▸ **ASSIGNMENT**: A faithful copy of the listing below is needed, one that contains no pictures.
+ + + +
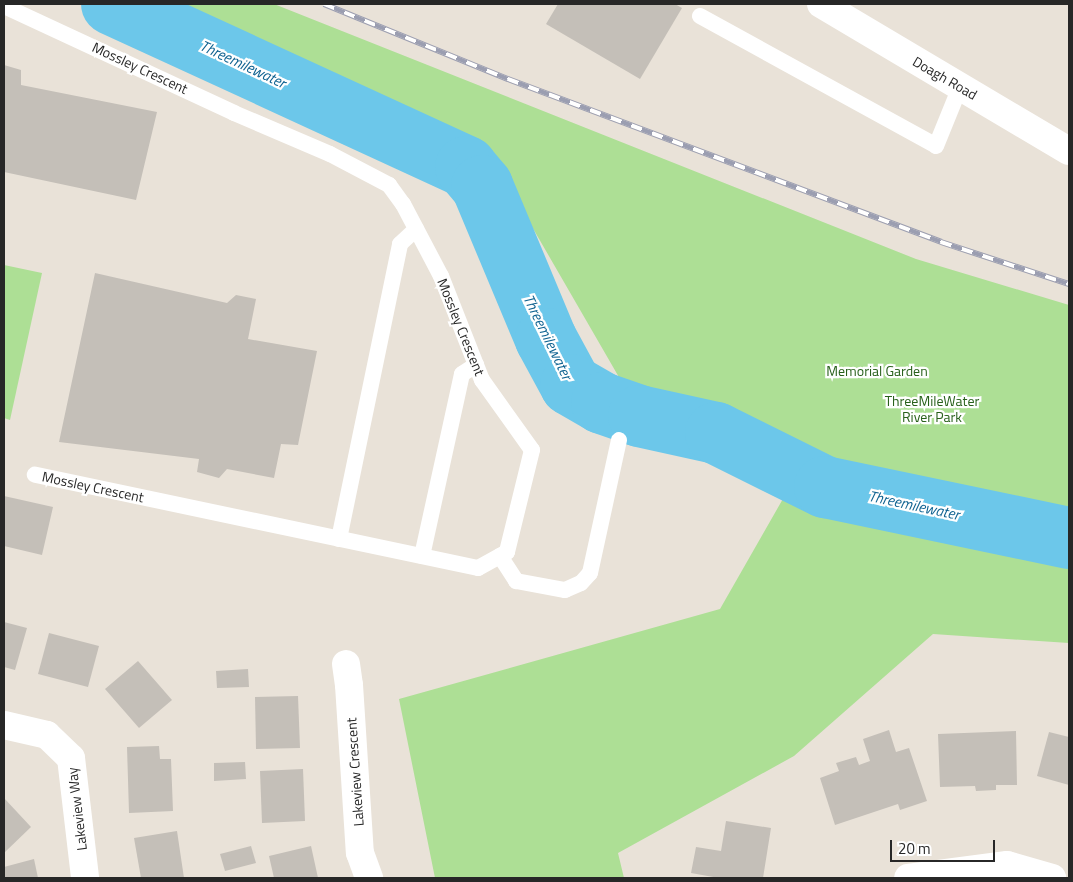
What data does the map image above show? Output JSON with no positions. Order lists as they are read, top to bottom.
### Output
{
  "streets": {
    "street": ["Doagh Road", "Lakeview Crescent", "Lakeview Way"],
    "lane": ["Mossley Crescent"]
  },
  "water": ["Threemilewater"],
  "parks": ["Memorial Garden", "ThreeMileWater River Park"],
  "scale_bar": "20 m"
}
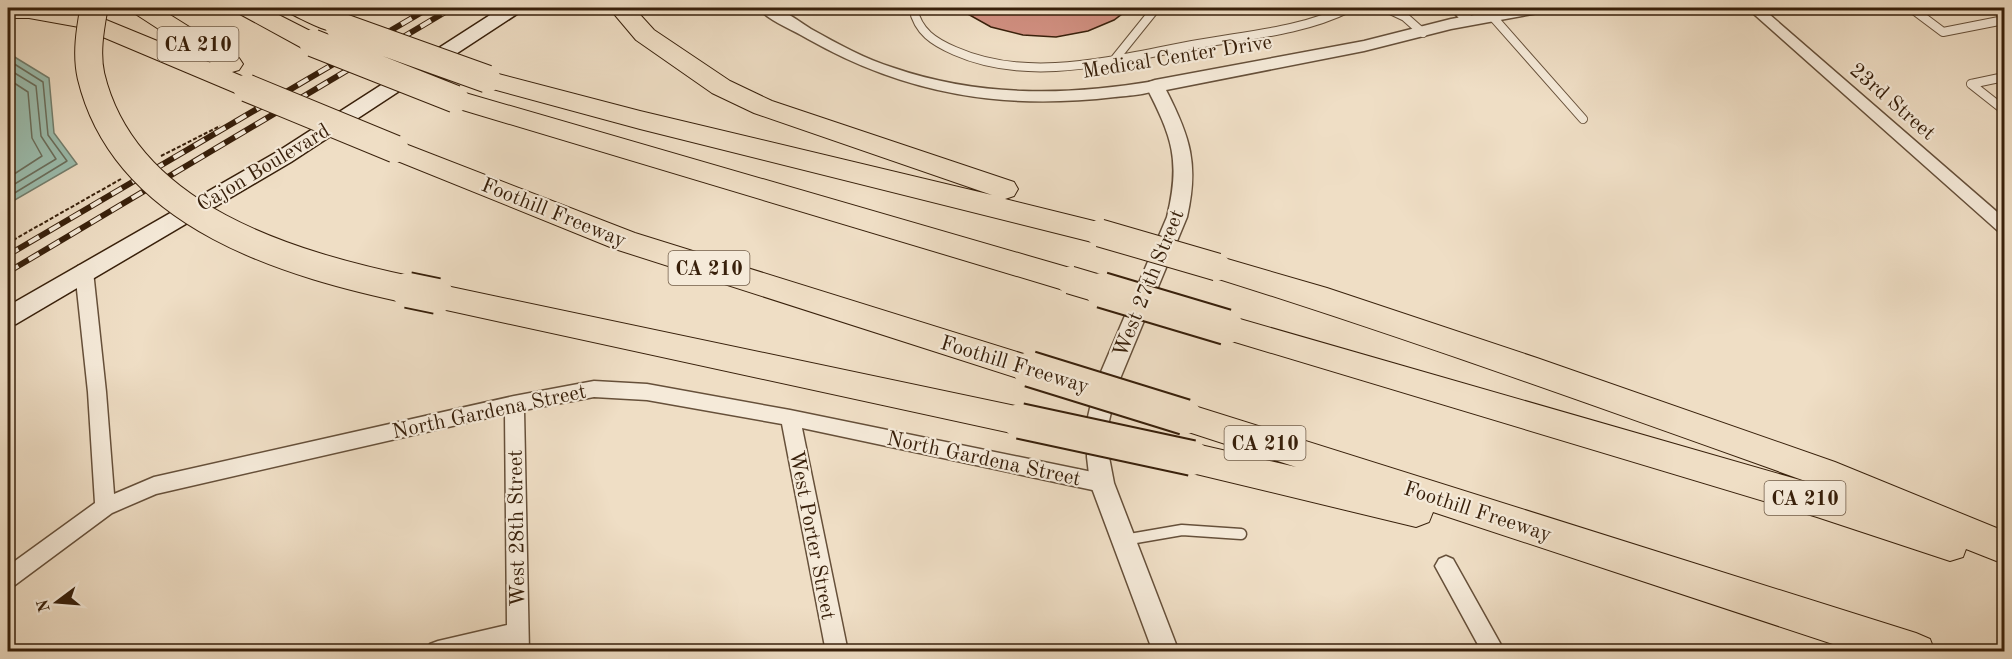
+ + + +
▸ **RESPONSE TO THIS TASK**:
What data does the map image above show? Output JSON with no positions. Order lists as they are read, top to bottom.
### Output
{
  "streets": {
    "street": ["Doagh Road", "Lakeview Crescent", "Lakeview Way"],
    "lane": ["Mossley Crescent"]
  },
  "water": ["Threemilewater"],
  "parks": ["Memorial Garden", "ThreeMileWater River Park"],
  "scale_bar": "20 m"
}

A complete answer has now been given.